Buchter D, Behre HM, Kliesch S, Nieschlag E. Pulsatile GnRH or human chorionic gonadotropin/human menopausal gonadotropin as effective treatment for men with hypogonadotropic hypogonadism: a review of 42 cases. Eur J Endocrinol 1998;139(3):298-303. Pulsatile GnRH or human chorionic gonadotropin/human menopausal gonadotropin as effective treatment for men with hypogonadotropic hypogonadism: a review of 42 cases -- Buchter et al. 139 (3): 298 -- European Journal of Endocrinology

Stimulatory therapy with either GnRH or gonadotropins is an effective treatment to induce spermatogenesis and achieve paternity in men with secondary hypogonadism. However, there is still uncertainty about the optimal treatment modality and schedule, the duration of treatment necessary and the influence of interfering factors such as maldescended testes. We have extended our previous series of men treated for secondary hypogonadism and now present our therapeutic experience with 42 cases.

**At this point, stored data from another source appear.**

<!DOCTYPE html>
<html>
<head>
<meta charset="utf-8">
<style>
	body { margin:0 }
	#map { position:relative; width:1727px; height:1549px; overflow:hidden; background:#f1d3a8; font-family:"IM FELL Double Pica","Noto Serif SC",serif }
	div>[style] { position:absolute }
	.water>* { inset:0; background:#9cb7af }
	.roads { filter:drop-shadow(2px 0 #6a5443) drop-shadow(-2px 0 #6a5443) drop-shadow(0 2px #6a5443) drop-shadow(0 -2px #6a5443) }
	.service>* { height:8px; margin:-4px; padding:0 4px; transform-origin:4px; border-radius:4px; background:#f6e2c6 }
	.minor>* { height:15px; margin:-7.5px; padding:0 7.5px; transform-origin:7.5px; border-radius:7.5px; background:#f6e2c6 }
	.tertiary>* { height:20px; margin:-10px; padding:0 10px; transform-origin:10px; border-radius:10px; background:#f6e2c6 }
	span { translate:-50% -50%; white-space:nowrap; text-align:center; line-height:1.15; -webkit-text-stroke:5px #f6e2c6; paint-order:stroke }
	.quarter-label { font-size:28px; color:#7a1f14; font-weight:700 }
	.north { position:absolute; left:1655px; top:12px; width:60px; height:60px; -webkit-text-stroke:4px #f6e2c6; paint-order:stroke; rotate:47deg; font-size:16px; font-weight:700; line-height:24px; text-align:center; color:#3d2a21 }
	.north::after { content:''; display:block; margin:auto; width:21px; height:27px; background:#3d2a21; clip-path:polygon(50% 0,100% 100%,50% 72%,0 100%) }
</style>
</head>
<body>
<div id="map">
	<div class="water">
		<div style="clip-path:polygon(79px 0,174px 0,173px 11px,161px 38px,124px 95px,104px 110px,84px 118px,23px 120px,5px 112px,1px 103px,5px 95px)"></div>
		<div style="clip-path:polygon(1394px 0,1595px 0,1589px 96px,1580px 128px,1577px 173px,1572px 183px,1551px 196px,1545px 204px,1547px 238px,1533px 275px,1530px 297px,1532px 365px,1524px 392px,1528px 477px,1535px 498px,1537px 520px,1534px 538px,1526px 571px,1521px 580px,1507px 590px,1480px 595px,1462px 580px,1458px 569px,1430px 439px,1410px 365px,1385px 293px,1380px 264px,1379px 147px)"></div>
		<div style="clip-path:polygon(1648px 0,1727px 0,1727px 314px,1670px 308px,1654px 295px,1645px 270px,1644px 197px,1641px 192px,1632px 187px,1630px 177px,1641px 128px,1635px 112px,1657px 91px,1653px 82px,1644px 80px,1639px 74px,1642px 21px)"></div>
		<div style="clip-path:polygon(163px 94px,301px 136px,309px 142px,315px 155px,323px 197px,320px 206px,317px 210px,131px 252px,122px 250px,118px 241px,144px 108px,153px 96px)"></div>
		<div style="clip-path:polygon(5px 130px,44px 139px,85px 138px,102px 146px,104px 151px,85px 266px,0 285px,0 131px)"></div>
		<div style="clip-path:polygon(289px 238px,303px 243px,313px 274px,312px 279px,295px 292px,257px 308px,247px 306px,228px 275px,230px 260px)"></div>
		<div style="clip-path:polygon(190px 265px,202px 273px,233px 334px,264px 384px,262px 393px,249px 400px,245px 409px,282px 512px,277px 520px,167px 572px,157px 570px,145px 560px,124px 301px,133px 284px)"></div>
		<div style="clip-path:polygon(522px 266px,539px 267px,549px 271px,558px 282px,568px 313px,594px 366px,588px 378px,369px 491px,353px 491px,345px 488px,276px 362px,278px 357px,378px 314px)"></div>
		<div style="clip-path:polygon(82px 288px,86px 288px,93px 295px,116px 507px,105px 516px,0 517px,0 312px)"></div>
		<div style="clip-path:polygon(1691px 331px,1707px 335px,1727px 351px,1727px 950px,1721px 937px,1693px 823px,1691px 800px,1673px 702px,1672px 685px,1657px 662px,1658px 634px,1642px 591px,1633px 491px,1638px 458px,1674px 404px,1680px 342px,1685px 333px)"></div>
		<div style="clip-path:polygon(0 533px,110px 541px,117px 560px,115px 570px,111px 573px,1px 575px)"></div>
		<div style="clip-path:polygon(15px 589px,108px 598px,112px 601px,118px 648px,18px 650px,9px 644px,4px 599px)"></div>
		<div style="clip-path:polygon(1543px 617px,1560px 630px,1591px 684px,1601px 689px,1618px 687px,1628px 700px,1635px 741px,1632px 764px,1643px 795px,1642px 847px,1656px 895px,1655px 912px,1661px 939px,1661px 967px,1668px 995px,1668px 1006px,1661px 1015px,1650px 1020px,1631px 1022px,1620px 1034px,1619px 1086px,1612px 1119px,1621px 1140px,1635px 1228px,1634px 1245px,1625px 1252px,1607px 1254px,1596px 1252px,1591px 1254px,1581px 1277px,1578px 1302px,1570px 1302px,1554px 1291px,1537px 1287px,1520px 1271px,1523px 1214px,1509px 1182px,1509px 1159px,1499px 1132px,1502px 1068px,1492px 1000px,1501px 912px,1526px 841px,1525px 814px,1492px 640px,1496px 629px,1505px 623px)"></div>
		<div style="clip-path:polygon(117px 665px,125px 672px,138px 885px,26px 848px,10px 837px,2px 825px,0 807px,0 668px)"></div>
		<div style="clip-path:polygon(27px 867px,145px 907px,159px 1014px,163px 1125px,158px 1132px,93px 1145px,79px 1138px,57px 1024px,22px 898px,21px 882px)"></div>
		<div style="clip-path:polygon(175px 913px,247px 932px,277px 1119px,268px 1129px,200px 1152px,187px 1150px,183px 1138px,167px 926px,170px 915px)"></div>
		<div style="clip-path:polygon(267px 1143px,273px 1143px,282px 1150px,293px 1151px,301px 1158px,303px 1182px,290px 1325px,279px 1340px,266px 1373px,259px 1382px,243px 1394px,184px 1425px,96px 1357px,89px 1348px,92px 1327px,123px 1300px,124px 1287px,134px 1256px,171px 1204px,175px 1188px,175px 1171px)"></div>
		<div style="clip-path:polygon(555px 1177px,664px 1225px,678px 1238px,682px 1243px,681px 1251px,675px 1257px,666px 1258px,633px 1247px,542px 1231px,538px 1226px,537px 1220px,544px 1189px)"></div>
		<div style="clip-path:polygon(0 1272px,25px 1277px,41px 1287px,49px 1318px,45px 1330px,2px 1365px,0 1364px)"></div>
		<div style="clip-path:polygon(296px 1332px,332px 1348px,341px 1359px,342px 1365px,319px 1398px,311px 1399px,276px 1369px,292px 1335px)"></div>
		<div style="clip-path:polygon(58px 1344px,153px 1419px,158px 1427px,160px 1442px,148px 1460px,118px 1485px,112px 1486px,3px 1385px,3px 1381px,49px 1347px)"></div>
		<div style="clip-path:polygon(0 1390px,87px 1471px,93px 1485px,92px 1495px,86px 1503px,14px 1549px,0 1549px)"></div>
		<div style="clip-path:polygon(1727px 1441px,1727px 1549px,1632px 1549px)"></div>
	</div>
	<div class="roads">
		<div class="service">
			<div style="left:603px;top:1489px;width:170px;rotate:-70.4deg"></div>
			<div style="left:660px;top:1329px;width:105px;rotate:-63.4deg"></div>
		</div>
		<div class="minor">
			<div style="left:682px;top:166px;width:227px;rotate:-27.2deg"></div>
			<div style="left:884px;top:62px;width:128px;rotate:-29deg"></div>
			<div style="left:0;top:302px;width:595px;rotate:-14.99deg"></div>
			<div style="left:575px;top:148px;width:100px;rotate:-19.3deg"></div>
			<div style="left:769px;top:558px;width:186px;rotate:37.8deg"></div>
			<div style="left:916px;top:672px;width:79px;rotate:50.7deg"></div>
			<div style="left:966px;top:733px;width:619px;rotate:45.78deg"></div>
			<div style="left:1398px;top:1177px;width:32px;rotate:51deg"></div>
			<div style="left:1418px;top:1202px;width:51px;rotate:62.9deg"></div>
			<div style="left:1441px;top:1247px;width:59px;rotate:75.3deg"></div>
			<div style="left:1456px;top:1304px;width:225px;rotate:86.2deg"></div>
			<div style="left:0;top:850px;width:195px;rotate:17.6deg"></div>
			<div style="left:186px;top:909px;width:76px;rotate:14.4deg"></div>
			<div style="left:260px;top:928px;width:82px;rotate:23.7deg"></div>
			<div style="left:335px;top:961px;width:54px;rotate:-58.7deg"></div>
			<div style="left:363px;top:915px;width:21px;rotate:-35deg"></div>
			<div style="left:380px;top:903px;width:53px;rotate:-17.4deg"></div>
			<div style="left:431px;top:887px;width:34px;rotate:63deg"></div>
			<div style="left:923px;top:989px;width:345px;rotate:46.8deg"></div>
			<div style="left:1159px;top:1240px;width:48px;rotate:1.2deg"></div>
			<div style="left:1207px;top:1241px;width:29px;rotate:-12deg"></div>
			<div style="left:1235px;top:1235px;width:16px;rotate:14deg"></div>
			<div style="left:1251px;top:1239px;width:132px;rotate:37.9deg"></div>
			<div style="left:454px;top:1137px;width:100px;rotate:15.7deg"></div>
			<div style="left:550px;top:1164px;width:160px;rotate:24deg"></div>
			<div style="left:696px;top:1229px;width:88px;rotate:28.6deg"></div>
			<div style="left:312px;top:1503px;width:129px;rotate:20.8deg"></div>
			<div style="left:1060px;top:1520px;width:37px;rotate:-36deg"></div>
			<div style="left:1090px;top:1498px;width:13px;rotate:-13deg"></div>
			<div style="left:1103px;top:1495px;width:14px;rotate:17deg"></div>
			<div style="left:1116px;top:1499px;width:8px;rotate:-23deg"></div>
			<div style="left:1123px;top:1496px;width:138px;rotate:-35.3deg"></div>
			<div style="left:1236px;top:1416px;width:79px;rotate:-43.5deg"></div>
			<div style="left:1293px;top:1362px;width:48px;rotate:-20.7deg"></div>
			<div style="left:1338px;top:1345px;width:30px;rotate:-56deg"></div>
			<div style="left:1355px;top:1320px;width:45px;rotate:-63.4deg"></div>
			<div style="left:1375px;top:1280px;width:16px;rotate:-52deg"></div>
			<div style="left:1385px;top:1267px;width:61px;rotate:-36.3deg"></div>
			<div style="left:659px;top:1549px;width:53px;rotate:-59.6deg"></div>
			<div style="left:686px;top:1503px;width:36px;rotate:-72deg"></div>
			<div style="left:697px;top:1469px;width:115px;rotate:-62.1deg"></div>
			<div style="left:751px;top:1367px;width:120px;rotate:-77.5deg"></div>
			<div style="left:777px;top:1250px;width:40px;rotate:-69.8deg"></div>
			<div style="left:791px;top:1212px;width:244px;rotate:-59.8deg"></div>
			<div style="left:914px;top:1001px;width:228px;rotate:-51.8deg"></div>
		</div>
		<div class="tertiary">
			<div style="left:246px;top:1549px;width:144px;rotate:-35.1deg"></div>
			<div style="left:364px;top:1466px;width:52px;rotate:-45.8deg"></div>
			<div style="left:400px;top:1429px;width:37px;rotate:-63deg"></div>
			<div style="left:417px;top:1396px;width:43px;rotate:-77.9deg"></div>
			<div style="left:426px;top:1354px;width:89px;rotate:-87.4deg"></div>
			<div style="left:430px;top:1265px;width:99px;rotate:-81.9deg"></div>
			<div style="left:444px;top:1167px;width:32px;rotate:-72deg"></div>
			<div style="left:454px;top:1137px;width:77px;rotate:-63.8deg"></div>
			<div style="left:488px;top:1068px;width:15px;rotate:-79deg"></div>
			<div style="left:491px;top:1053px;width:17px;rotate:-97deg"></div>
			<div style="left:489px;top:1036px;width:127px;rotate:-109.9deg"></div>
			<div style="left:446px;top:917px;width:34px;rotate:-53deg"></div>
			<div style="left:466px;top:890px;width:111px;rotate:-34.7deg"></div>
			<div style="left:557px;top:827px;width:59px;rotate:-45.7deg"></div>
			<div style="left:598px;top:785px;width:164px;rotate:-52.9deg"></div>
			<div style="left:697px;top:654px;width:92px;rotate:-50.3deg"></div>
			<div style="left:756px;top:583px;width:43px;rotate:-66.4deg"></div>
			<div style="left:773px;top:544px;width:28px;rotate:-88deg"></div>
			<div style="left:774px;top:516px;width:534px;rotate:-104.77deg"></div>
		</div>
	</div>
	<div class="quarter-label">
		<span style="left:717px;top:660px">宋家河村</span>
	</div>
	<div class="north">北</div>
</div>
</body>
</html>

Twenty-one patients with hypothalamic disorders (11 with idiopathic hypogonadotropic hypogonadism (IHH) and 10 with Kallmann syndrome (KalS)) were treated with GnRH (group Ia) or human chorionic gonadotropin (hCG)/human menopausal gonadotropin (hMG) (group Ib), and 21 patients with hypopituitarism (group II) were treated with hCG/hMG. A total of 5 7 treatment courses were initiated for induction of spermatogenesis, 36 of these for the purpose of induction of pregnancy in the female partner. Bilateral testicular volumes doubled within 5-12 months of therapy. Spermatogenesis as evidenced by the appearance of sperm in the ejaculate was induced in 54/57 courses. Pregnancies occurred in 26/36 courses. Unilaterally maldescended testes did not preclude patients with IHH or KalS from gaining fertility under therapy and spermatogenesis could be successfully initiated even in some individuals with bilateral maldescended testes. In general there was a tendency for a longer duration of therapy until induction of spermatogenesis in patients with a history of bilateral cryptorchidism. However, this did not reach statistical significance. In patients with IHH or KalS treated with either hCG/hMG or GnRH there were no statistically significant differences in terms of duration to appearance of sperm or pregnancy rates. Even in KalS patients as old as 43 years spermatogenesis could be induced. In repeatedly treated patients stimulation of spermatogenesis tended to be faster while time until induction of pregnancy was significantly shorter in the second treatment course. In conclusion, GnRH or hCG/hMG are effective therapeutic modalities for patients with IHH or KalS. It remains to be determined whether highly purified urinary gonadotropin preparations or recombinant LH and FSH will provide therapeutic advantages.

No AI + HCG?

What about the increase in endogenous T and negative feedback at the hypothalamus... If the testes are responsive?


What about the increase in E2 and PgR that HCG also brings at higher doses?